◆ WORK ORDER:
Make an exact copy of the entries below, with all images left out.

◆ DATA SUPPLIED:
——

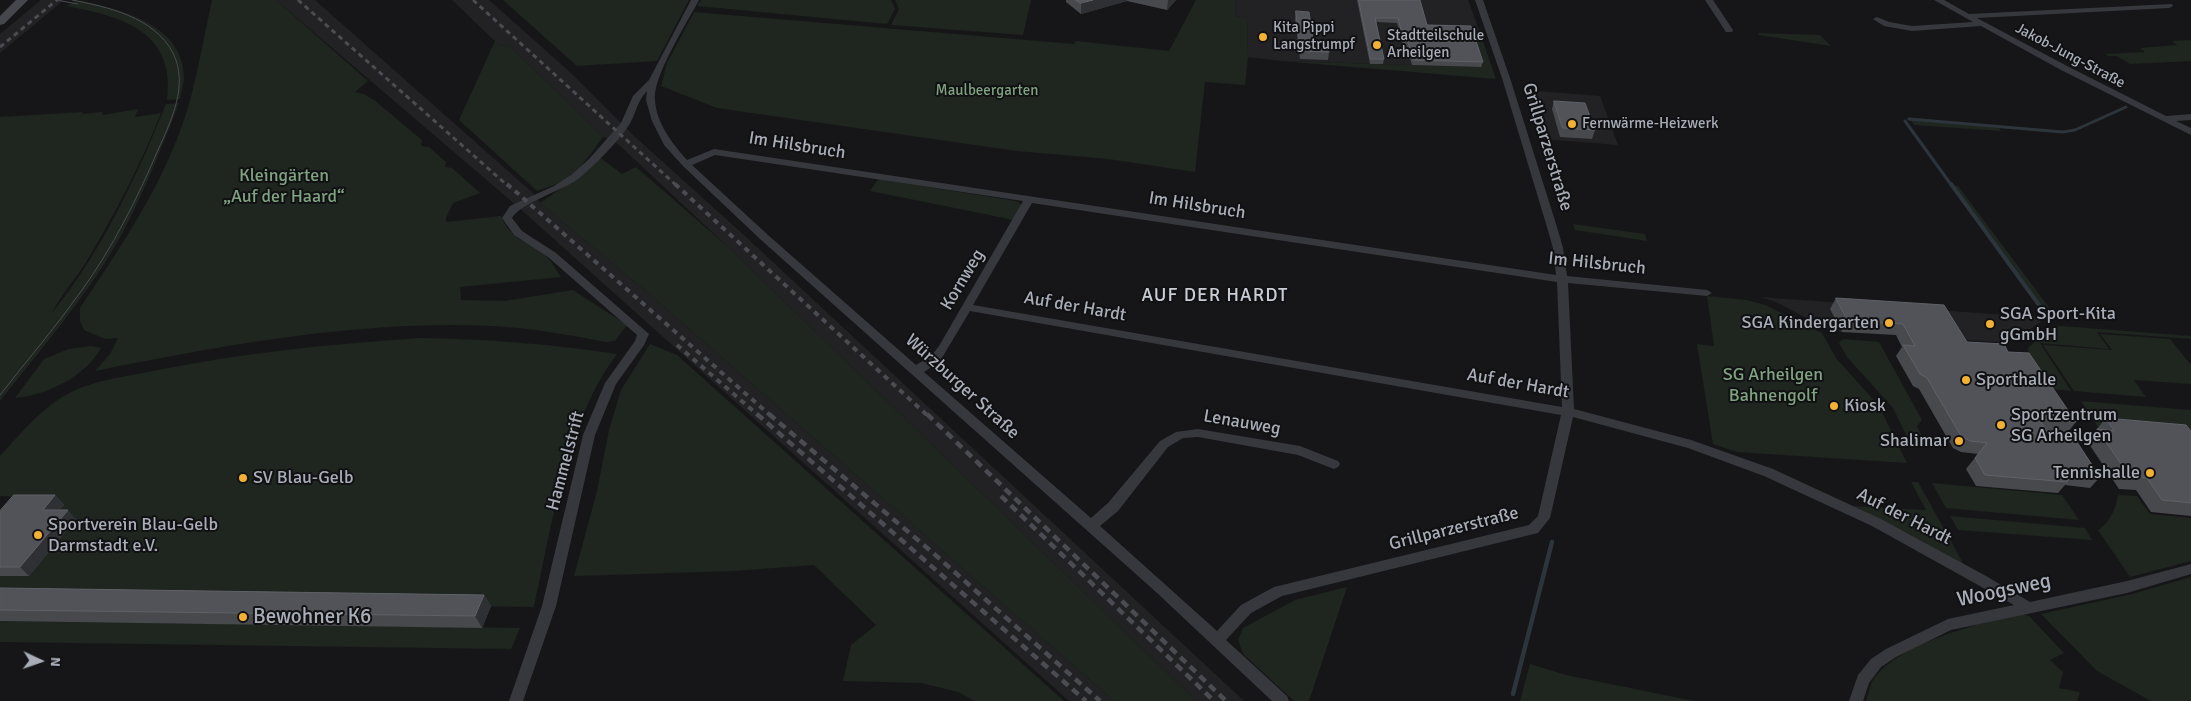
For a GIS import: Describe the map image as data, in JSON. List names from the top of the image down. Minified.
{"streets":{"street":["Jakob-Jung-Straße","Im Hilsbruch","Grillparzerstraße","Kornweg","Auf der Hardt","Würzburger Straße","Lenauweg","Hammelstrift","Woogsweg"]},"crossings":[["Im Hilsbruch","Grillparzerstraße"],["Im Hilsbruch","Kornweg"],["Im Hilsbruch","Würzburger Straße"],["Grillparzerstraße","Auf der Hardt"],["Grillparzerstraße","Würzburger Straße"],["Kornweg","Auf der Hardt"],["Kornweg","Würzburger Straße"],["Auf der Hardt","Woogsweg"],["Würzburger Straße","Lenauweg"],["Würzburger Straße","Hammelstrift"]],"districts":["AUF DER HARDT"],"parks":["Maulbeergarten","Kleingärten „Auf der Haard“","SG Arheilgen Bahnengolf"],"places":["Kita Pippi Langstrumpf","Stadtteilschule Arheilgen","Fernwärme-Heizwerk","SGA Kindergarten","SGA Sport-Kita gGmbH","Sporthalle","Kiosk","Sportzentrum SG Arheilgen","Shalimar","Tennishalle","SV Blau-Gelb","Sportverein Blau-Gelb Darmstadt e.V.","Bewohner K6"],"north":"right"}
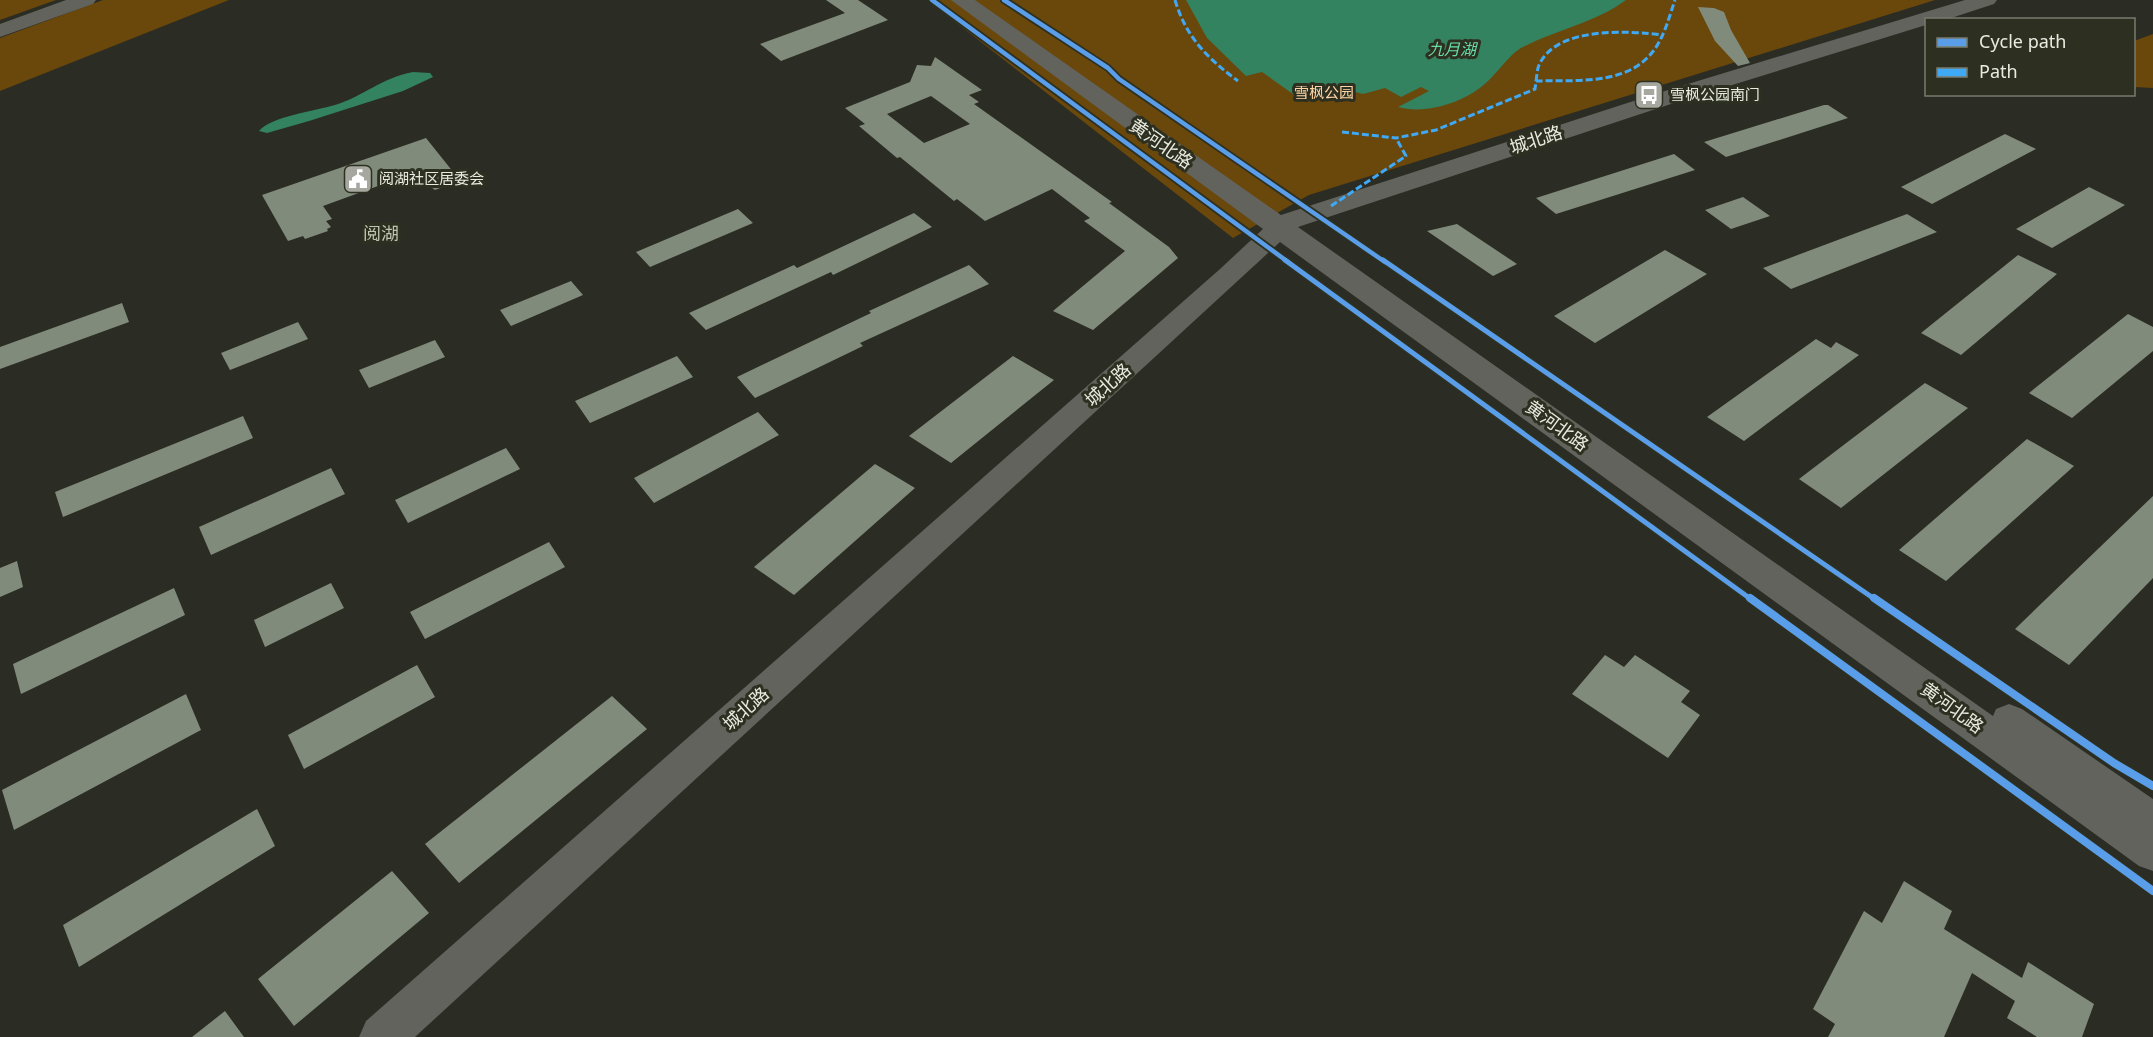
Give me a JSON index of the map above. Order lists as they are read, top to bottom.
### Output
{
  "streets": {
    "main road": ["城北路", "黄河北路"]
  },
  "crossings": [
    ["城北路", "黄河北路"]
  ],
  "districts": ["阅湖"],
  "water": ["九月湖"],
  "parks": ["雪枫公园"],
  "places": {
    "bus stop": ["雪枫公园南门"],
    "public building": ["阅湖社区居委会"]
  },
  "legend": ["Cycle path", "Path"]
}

——

◆ FINISHED EXERCISE:
For a GIS import: Describe the map image as data, in JSON. List names from the top of the image down. Minified.
{"streets":{"street":["Jakob-Jung-Straße","Im Hilsbruch","Grillparzerstraße","Kornweg","Auf der Hardt","Würzburger Straße","Lenauweg","Hammelstrift","Woogsweg"]},"crossings":[["Im Hilsbruch","Grillparzerstraße"],["Im Hilsbruch","Kornweg"],["Im Hilsbruch","Würzburger Straße"],["Grillparzerstraße","Auf der Hardt"],["Grillparzerstraße","Würzburger Straße"],["Kornweg","Auf der Hardt"],["Kornweg","Würzburger Straße"],["Auf der Hardt","Woogsweg"],["Würzburger Straße","Lenauweg"],["Würzburger Straße","Hammelstrift"]],"districts":["AUF DER HARDT"],"parks":["Maulbeergarten","Kleingärten „Auf der Haard“","SG Arheilgen Bahnengolf"],"places":["Kita Pippi Langstrumpf","Stadtteilschule Arheilgen","Fernwärme-Heizwerk","SGA Kindergarten","SGA Sport-Kita gGmbH","Sporthalle","Kiosk","Sportzentrum SG Arheilgen","Shalimar","Tennishalle","SV Blau-Gelb","Sportverein Blau-Gelb Darmstadt e.V.","Bewohner K6"],"north":"right"}
Give me a JSON index of the map above. Order lists as they are read, top to bottom.
### Output
{
  "streets": {
    "main road": ["城北路", "黄河北路"]
  },
  "crossings": [
    ["城北路", "黄河北路"]
  ],
  "districts": ["阅湖"],
  "water": ["九月湖"],
  "parks": ["雪枫公园"],
  "places": {
    "bus stop": ["雪枫公园南门"],
    "public building": ["阅湖社区居委会"]
  },
  "legend": ["Cycle path", "Path"]
}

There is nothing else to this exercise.